-------- Supplied data

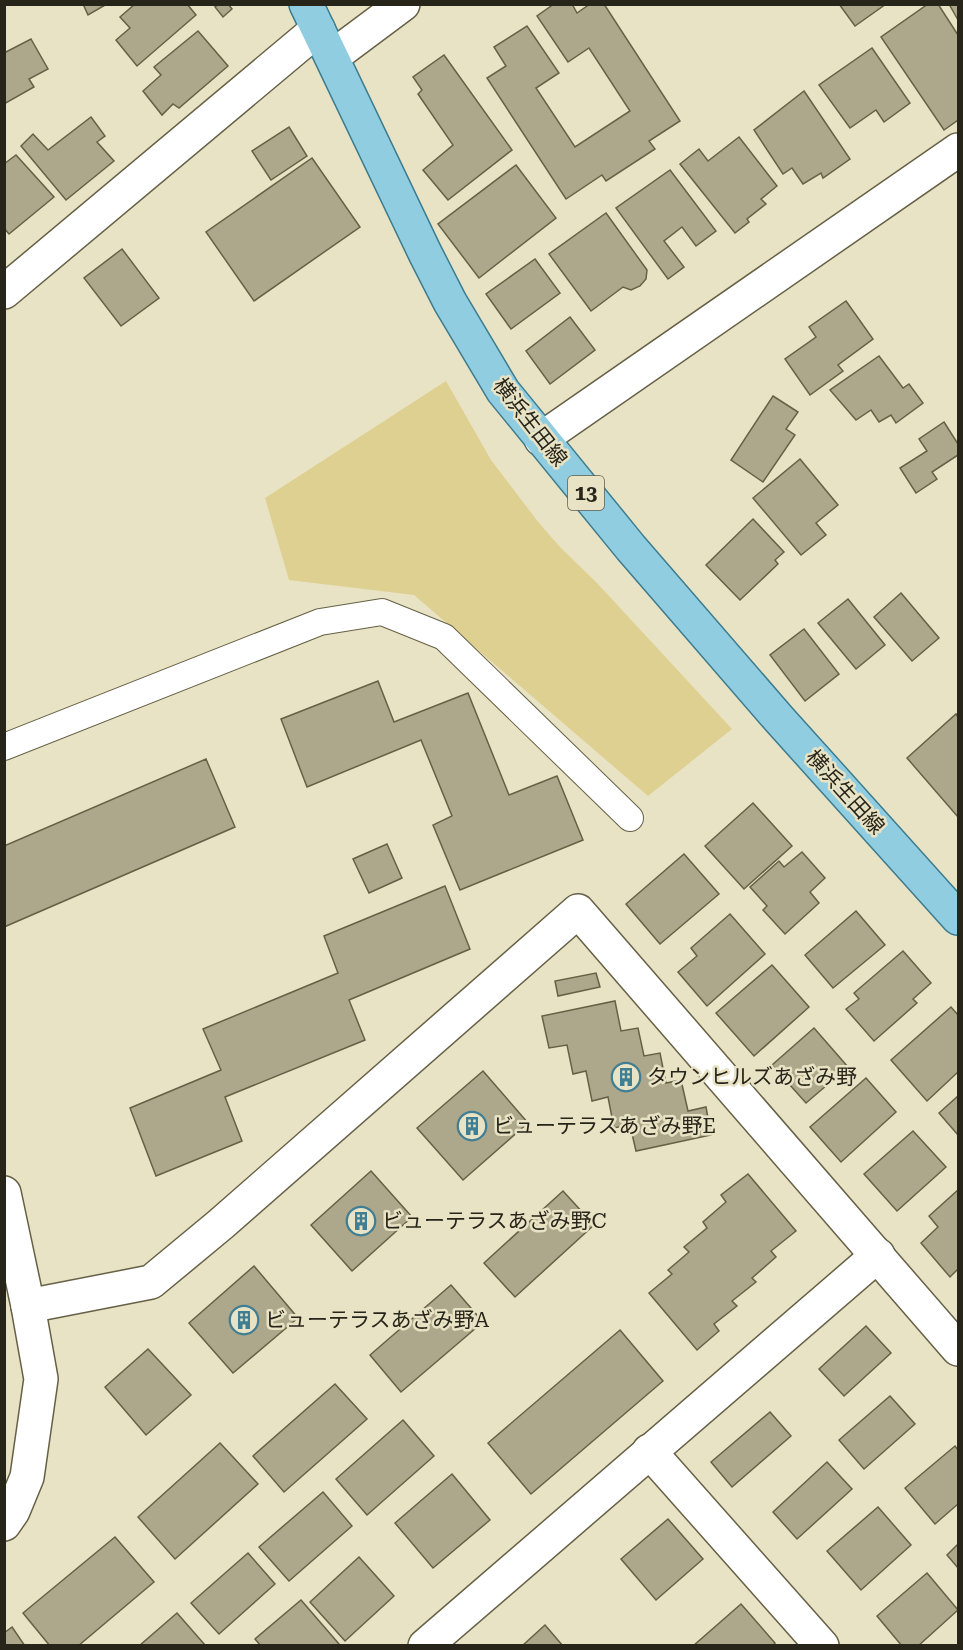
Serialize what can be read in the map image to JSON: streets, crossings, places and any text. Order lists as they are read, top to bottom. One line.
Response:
{"streets":{"main road":["横浜生田線","13"]},"places":{"building":["タウンヒルズあざみ野","ビューテラスあざみ野E","ビューテラスあざみ野C","ビューテラスあざみ野A"]}}
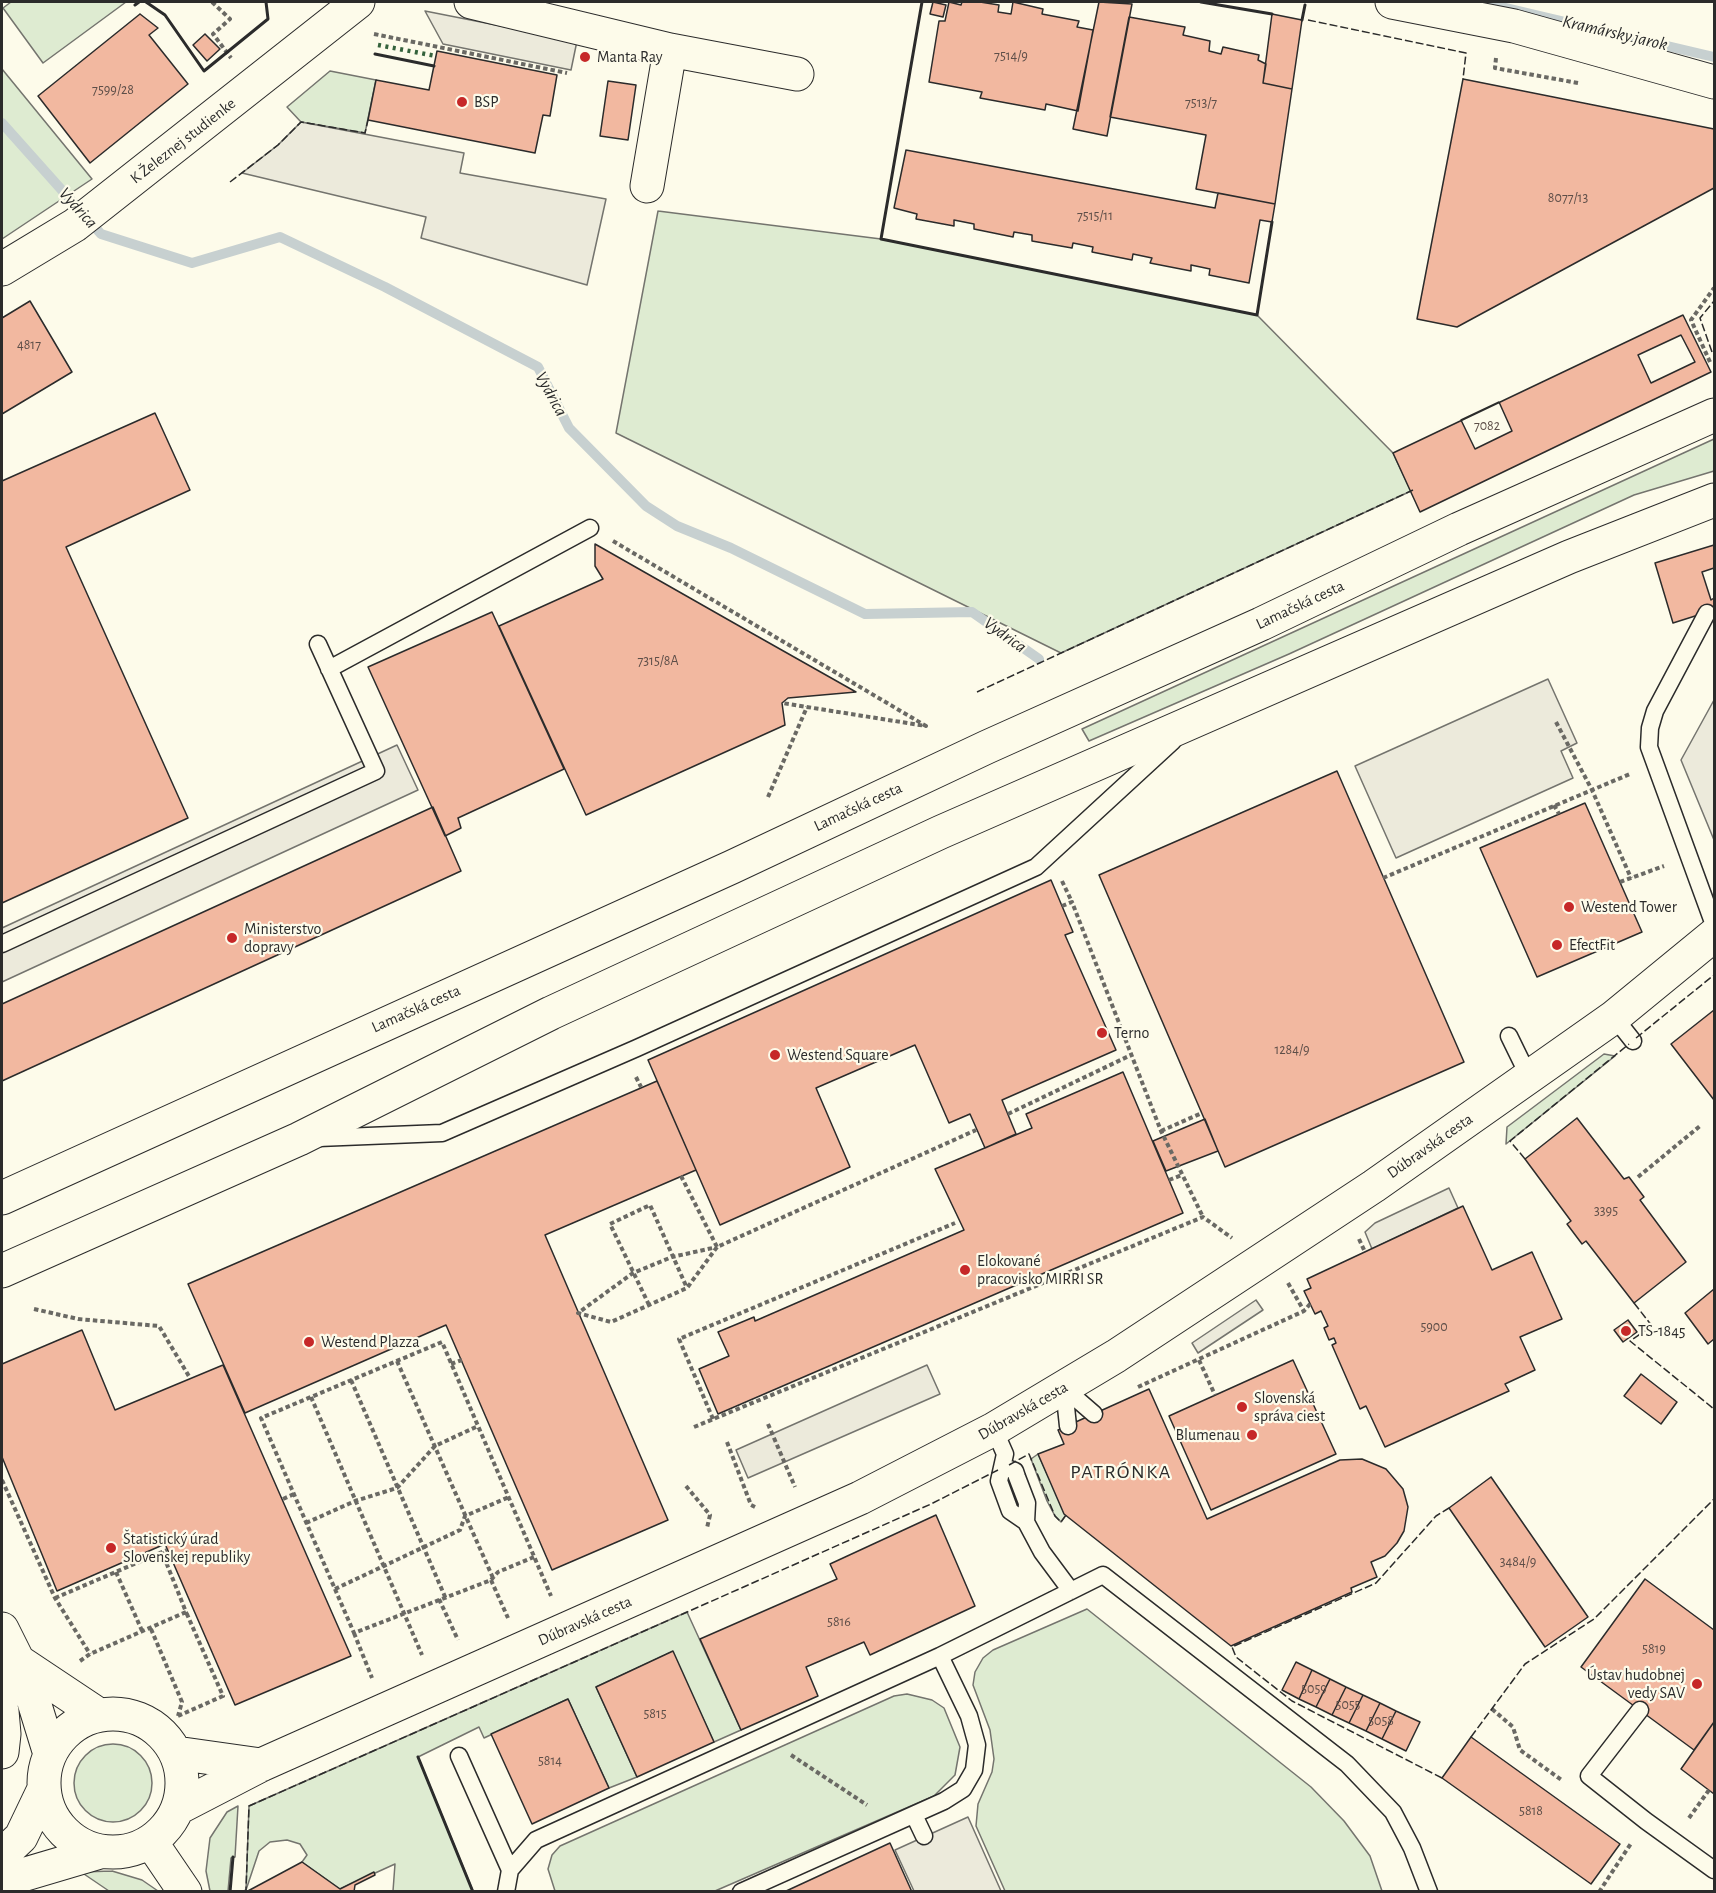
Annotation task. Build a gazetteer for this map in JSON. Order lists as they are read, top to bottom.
{
  "streets": {
    "street": ["K Železnej studienke", "Lamačská cesta", "Dúbravská cesta"]
  },
  "districts": ["PATRÓNKA"],
  "water": ["Kramársky jarok", "Vydrica"],
  "places": [
    "Manta Ray",
    "BSP",
    "Westend Tower",
    "Ministerstvo dopravy",
    "EfectFit",
    "Terno",
    "Westend Square",
    "Elokované pracovisko MIRRI SR",
    "TS-1845",
    "Westend Plazza",
    "Slovenská správa ciest",
    "Blumenau",
    "Štatistický úrad Slovenskej republiky",
    "Ústav hudobnej vedy SAV"
  ],
  "house_numbers": [
    "7514/9",
    "7599/28",
    "7513/7",
    "8077/13",
    "7515/11",
    "4817",
    "7082",
    "7315/8A",
    "1284/9",
    "3395",
    "5900",
    "3484/9",
    "5816",
    "5819",
    "5059",
    "5055",
    "5815",
    "5058",
    "5814",
    "5818"
  ]
}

----------------

From the first line to the last, copy the records exactly and skip the pictures.

■ Solution to this task ■
Serialize what can be read in the map image to JSON: streets, crossings, places and any text. Order lists as they are read, top to bottom. One line.
Response:
{"streets":{"main road":["横浜生田線","13"]},"places":{"building":["タウンヒルズあざみ野","ビューテラスあざみ野E","ビューテラスあざみ野C","ビューテラスあざみ野A"]}}
Annotation task. Build a gazetteer for this map in JSON. Order lists as they are read, top to bottom.
{
  "streets": {
    "street": ["K Železnej studienke", "Lamačská cesta", "Dúbravská cesta"]
  },
  "districts": ["PATRÓNKA"],
  "water": ["Kramársky jarok", "Vydrica"],
  "places": [
    "Manta Ray",
    "BSP",
    "Westend Tower",
    "Ministerstvo dopravy",
    "EfectFit",
    "Terno",
    "Westend Square",
    "Elokované pracovisko MIRRI SR",
    "TS-1845",
    "Westend Plazza",
    "Slovenská správa ciest",
    "Blumenau",
    "Štatistický úrad Slovenskej republiky",
    "Ústav hudobnej vedy SAV"
  ],
  "house_numbers": [
    "7514/9",
    "7599/28",
    "7513/7",
    "8077/13",
    "7515/11",
    "4817",
    "7082",
    "7315/8A",
    "1284/9",
    "3395",
    "5900",
    "3484/9",
    "5816",
    "5819",
    "5059",
    "5055",
    "5815",
    "5058",
    "5814",
    "5818"
  ]
}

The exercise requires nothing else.